Oysa kısa bir süre önce yapılan açıklamalarda, yurt içi ve yurt dışı seferleri yapacağını açıklayan şirket, Londra, Paris, Frankfurt, Münih, Berlin, Hamburg, Moskova, Viyana, Milano, Tel Aviv, Atina, Amsterdam, Düsseldorf, Brüksel ve Zürih'e uçuş düzenleyeceklerini belirtmişti. "İlk seferi Atina'ya" yaşacaklarını belirten havayolu şirketi. iç hatlarda ise İstanbul, Adana, Gaziantep, Trabzon, Antalya, Ankara ve talep gelecek diğer illere uçacaklarını belirtip, "Yılda yaklaşık 8 bin 500 sefer yapmayı, 1 milyon yolcu ve 2 bin ton kargo taşımayı planladıklarını" kaydettiler.

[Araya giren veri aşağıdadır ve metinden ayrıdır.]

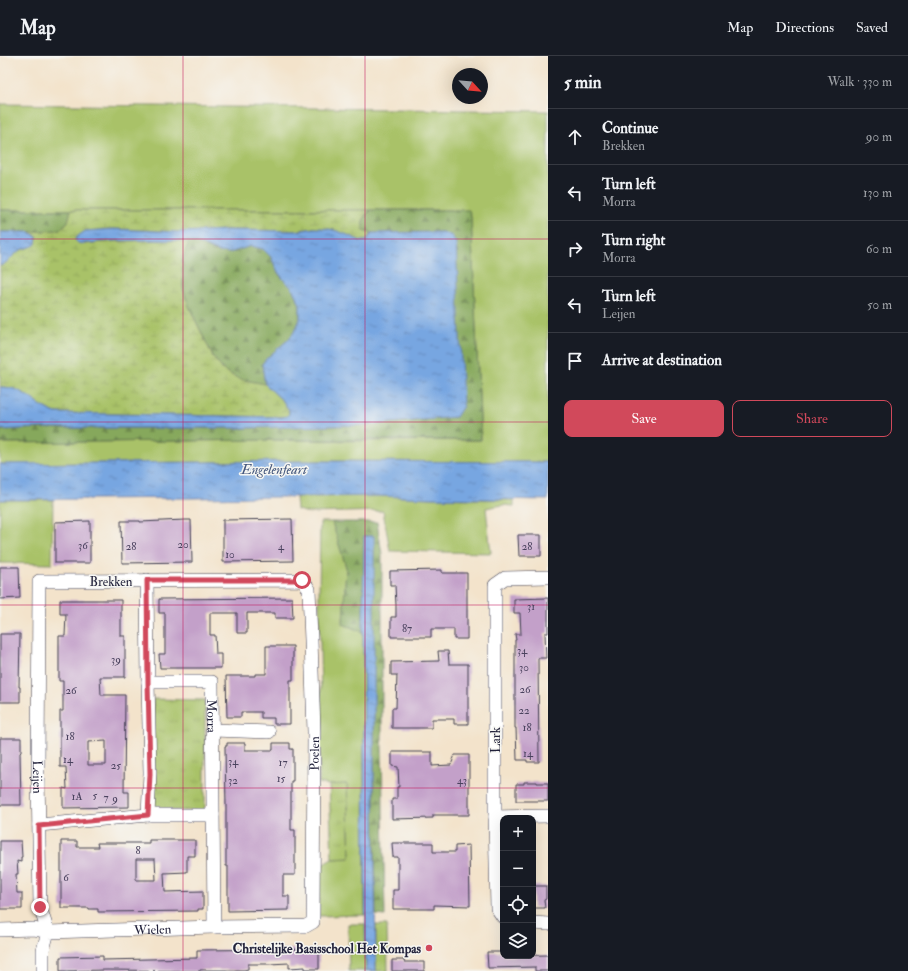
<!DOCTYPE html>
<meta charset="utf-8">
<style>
:root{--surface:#171b24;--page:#20242c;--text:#f1f3f6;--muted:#9ea1a6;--line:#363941;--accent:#d1495b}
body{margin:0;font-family:"IM FELL Double Pica",serif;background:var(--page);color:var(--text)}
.controls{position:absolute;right:12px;bottom:12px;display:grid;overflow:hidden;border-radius:8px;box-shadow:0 4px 16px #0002}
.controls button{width:36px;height:36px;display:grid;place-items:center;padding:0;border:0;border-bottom:1px solid var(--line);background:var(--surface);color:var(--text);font:20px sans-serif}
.compass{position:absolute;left:452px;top:12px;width:36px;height:36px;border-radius:50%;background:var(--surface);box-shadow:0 4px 16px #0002;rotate:116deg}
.stop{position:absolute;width:12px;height:12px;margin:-9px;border:3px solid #d1495b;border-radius:50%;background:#fff}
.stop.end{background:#d1495b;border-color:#fff;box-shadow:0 1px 4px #0008}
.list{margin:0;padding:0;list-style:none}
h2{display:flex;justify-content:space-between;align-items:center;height:52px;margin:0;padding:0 16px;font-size:17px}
h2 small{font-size:13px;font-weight:400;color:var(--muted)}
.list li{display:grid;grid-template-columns:26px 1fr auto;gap:12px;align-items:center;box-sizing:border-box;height:56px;padding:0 16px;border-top:1px solid var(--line)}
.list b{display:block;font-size:15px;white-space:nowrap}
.list p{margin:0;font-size:13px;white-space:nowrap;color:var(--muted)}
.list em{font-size:13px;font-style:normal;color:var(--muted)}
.actions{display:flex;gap:8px;padding:12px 16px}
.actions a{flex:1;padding:9px 0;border:1px solid var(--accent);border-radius:8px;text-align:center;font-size:14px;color:var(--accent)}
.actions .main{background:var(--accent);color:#fff}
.icon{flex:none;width:22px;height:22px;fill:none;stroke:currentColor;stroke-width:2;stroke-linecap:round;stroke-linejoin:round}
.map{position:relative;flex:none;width:548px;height:915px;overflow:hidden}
header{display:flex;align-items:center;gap:24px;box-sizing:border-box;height:56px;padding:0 20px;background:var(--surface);border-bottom:1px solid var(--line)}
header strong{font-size:19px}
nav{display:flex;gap:22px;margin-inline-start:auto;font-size:14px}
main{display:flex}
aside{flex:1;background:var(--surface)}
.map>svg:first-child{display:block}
</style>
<header>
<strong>Map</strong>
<nav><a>Map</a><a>Directions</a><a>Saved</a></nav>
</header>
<main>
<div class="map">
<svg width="548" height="915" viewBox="0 0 548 915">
<defs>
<pattern id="forest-firs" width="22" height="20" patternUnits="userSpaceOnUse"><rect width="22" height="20" fill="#86a85c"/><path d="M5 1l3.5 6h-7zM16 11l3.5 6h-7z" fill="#6d884d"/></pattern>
<pattern id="wetland-marsh" width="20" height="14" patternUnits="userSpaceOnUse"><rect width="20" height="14" fill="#a9c268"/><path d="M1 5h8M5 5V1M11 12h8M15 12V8" fill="none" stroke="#91a65b"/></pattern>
<pattern id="park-tufts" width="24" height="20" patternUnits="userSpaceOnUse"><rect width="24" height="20" fill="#a9c268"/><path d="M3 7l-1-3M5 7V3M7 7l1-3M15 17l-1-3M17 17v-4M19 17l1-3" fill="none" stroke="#91a65b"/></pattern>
<pattern id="water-ripples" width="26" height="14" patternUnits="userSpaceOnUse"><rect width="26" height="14" fill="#77a6e1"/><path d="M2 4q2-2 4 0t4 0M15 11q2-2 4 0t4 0" fill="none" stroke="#6187b8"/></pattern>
</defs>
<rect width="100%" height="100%" fill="#f6f6f2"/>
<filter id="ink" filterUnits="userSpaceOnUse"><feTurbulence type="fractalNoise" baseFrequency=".025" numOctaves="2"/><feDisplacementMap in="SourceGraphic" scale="8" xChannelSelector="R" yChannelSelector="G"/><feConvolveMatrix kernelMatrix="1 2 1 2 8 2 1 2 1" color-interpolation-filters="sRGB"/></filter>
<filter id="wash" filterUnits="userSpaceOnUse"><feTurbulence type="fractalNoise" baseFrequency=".012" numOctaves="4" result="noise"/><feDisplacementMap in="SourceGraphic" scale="16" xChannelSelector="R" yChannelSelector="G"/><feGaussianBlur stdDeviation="0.9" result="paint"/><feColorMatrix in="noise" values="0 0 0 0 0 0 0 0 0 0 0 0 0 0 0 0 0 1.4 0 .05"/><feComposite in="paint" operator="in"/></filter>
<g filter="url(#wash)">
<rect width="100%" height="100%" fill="#f3e3cb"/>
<path fill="#a9c268" stroke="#667252" d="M0 48 548 55V406L309 405 0 408V387L267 384 371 385 481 384 471 161 451 154H0Z
M380 440 432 442 514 444V450L503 449 486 452 491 497 390 495 383 455 309 457 297 454 296 441Z
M0 444H53L52 508 0 507Z
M320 466H332L346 511 343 568 363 576 365 859 318 860 320 810 332 803 350 802 347 728 329 729 319 727 321 646 320 589 319 541Z
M348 868H365L366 915H349Z
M376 869H387L388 915H376Z"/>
<path fill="url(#forest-firs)" stroke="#54654c" d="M0 154H71L68 166 59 174 30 176H0Z
M370 154H469L471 161 481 384H267L0 387V374L41 372H243L369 369 456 361 443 176 365 177C360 166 363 163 370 154Z
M189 185 202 189 218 196 251 190 263 193 271 201 278 217 283 223 292 232 300 248V263L296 273 289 283 267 302 262 308 265 328 239 323 223 314 213 301 190 253 183 233 182 204Z
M332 466H377L382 498V691L385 860 376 859 374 738 373 480H364L363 576 343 568 346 511Z"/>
<path fill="url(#wetland-marsh)" stroke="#667252" d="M71 154H370C363 163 360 166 365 176L372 177 365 185H361L334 174 313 172 298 175 227 174 179 176 113 173 85 175 83 188C119 184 154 184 189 185L182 205 183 233 190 253 213 301 223 314 239 323 265 328 283 345 289 354V358L288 360 282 361 56 357C37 351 22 330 0 331V210C6 208 10 202 15 197 21 193 27 192 33 190L37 181 30 176 59 174 68 166Z"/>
<path fill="url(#park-tufts)" stroke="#667252" d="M153 643 205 644V755L153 754Z
M347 728 350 802 332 803 329 729Z"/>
<path fill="url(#water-ripples)" stroke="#4c648e" d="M313 172C332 171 344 177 361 185H365L367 184 372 177 443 176 452 180 456 187 463 350 456 361 369 369 243 372H41L0 374V331C25 330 34 350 56 357L282 361 287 360 289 358V354L283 345 265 328 262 308 267 302 289 283 296 273 300 263V248L292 232 283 223 278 216 271 201 263 193 251 190 229 197 219 196 202 189 189 185 152 184 107 185 83 188 78 187 75 184 78 180 85 175 113 173 179 176 227 174 298 175Z
M0 176H30L37 181 36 188C32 192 26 191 21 194 13 198 8 207 0 210Z
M309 405 548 406V444L432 442 380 440 0 444V408Z
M364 480H374V738L376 915H366L363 576Z"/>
<g id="blocks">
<path fill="#c3a0c9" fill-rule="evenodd" d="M292 463 293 505 223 506V464Z
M185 464H191L192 506 122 507 121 465H140V466Z
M90 465V507H55V466Z
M518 479H541V500H519Z
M0 511H19L20 542 0 543Z
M442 514V517H467V583H454V573H431V581H391V561H396V549L395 529H390V515Z
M292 542 293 562H275V557H247V577H237V557H210V579H215L216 598H221V612H160L159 598H165V557H159V543Z
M548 542V577H545L546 602H538L539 706H527V704H517L516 672H515V584H516L515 578H521L520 557H514V543Z
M60 544H121V580H125V621H100L101 639H125L124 736H129V751L63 752V732L67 733 66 711H60V655H63V625H59V580H65L66 558H60ZM106 685V709H88V686Z
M0 578H20L19 631H20V646H0Z
M266 590H293V624H290V668H274V662H261V656H241V661H227L226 620H255V618H266Z
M438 595H448L449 608H468V668H454V663H432V672H392V652H396L397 619H391V606L439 605Z
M0 682H21V696L20 697 21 749H0Z
M227 687H245V694H273V687H290V693H293V725H291V774H295V819H283V840H289V854L228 855V810H226V750L225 690H227Z
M392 696H432V710L451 709 455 699H469V759H433V762L392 763V743H397V731H399L398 711 392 710Z
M524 726H537V727H548V745H516V728H524Z
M149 784H195V800H187V816L164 817 165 836 203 835V853H198V855L98 856V853H89V852H61V785H77V791H98L97 787H149ZM136 803H155L156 824H136Z
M0 785H21L22 801H21V806L17 805 18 818H16L17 837H22V853H0Z
M392 787H433V796H455V790L469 789 470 850 434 849V853H393V834H398V801H393Z
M533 830H546V843L544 844 545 852H533Z
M319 893V913H305V911L289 912V907L269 908H248V913L244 914H200V915L107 914 60 915V901L103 900V904L197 902V894Z
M487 896H503V900L548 899V915H535V911L488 912Z
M392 904H404V906H424V915H392Z"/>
</g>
</g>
<g filter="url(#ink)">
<use href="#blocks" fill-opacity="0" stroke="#413f51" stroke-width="1"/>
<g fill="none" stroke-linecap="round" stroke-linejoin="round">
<g stroke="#413f51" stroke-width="14">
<g id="minor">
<path d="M147 524 148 626 150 717 148 759"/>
<path id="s1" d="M148 626H212L214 871"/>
<path d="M213 674 269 676"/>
<path d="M495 761 548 760"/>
<path d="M39 769 148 759H213"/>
<path d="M503 861 497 852 495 761V529L505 522 548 521"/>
<path d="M533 867 548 868"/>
<path id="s2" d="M0 874 34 873 48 876 214 871 306 870 313 866 314 676 311 584 309 533 302 524 39 525 38 716 40 851 48 876 43 894V915"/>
</g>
</g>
<use href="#minor" stroke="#fff" stroke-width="13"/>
</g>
</g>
<g fill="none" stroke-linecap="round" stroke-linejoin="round" filter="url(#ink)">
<path stroke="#d1495b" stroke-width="5" d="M40 851 39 770 148 759 150 718 148 626 147 524H302"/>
</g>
<path fill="none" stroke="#c2185b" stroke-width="1" stroke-opacity="0.55" d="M183 0V915M365 0V915M0 183H548M0 366H548M0 549H548M0 732H548"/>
<circle fill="#d1495b" stroke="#f6f6f2" stroke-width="1.5" cx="429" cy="892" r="4"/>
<g text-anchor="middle" stroke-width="3" stroke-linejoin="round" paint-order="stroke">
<g font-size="11" fill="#4a425e">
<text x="183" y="492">20</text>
<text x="83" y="493">36</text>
<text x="131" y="494">28</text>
<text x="281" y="494">4</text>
<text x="527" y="494">28</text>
<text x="230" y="502">10</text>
<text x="531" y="554">31</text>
<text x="407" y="576">87</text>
<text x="522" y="598">34</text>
<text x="116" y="607">39</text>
<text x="524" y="615">30</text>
<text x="525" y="637">26</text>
<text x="71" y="638">26</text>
<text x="524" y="658">22</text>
<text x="527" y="675">18</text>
<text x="70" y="684">18</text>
<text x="528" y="701">14</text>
<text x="68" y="707">14</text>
<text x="233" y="709">34</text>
<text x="283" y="710">17</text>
<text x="116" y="713">25</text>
<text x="281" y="726">15</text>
<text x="233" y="728">32</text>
<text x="462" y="728">43</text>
<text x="95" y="743">5</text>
<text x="77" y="744">1A</text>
<text x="106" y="745">7</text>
<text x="115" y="746">9</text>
<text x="138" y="798">8</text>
<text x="66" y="825">6</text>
</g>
<g font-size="13" fill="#22223b" stroke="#f6f6f2">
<text x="111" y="530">Brekken</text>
<text dy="5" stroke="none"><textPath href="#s1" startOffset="98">Morra</textPath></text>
<text transform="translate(495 684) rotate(-90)" y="5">Lark</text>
<text dy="5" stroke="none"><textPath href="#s2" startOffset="483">Poelen</textPath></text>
<text dy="5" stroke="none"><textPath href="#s2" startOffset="1118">Leijen</textPath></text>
<text dy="5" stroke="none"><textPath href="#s2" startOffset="153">Wielen</textPath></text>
</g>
<g font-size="13" font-weight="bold" fill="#22223b" stroke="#f6f6f2" text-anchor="end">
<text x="421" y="897">Christelijke Basisschool Het Kompas</text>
</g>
<g font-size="14" font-style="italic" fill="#44577d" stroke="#f6f6f2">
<text x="274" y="418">Engelenfeart</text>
</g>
</g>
</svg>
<div class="controls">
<button>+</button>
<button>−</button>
<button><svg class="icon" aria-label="locate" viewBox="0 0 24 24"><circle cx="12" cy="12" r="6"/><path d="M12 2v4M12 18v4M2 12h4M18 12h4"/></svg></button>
<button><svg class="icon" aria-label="layers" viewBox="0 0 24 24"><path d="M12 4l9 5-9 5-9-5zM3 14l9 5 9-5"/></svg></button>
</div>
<svg class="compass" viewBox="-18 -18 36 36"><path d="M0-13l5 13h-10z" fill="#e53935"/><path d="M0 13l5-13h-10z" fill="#9ea1a6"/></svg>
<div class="stop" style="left:302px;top:524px"></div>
<div class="stop end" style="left:40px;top:851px"></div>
</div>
<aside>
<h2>5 min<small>Walk · 330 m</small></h2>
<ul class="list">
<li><svg class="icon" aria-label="ahead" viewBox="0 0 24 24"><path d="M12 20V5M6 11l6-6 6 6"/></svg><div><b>Continue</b><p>Brekken</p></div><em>90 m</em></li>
<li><svg class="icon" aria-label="left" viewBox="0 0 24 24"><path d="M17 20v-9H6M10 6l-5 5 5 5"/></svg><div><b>Turn left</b><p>Morra</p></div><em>130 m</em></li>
<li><svg class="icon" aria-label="right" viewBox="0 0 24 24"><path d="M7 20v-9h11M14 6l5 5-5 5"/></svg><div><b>Turn right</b><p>Morra</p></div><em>60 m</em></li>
<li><svg class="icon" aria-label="left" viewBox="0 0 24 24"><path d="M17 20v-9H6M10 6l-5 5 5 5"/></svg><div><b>Turn left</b><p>Leijen</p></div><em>50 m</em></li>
<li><svg class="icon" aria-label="arrive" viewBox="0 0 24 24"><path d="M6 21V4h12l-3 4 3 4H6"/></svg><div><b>Arrive at destination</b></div></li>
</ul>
<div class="actions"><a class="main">Save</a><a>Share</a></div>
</aside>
</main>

İzmir'den elde ettikleri kazançları, şirketleri devredip, artık bu bu kenti sadece yazlık olarak kullanan bir bölüm girişimcinin kentte kenara çekilmesinin ardından İzmir'de iki grup yatırımcı dikkat çekmeye başladı. Bunlardan birinci grubu, "Haydi hep beraber kalkınalım" sloganıyla yola çıkıp, kendilerini kalkındırma adına kamuoyunda boy gösterenler. İkinci grup içinde ise dışarıdan bu kente yatırım yapma cesaretini gösterenler ile geçmişte bir atölye ile yola çıkıp, bugün orta boy sanayici ve ihracatçı konumuna gelenler.
Önümüzdeki süreç bu iki grubun kamuoyu oluşturma konusundaki ciddi ve anlamlı mücadelesinin yaşanacağı süreçtir.
İşte bu alanda yaşanacak sonuçlar, İzmir'de gerçek İzmirli girişimcilerin kimlerin olduğu yolundaki kararı vermemize neden olacaktır.
Bugün ise İzmir adına yatırım yaptığını söyleyip destek isteyenlere ise temkinli bakmak zorunluluğu vardır. Çünkü, bu gruptaki kişi ve işletmeler, gerçek yatırımcının belki de görünmemesine neden olmaktadırlar.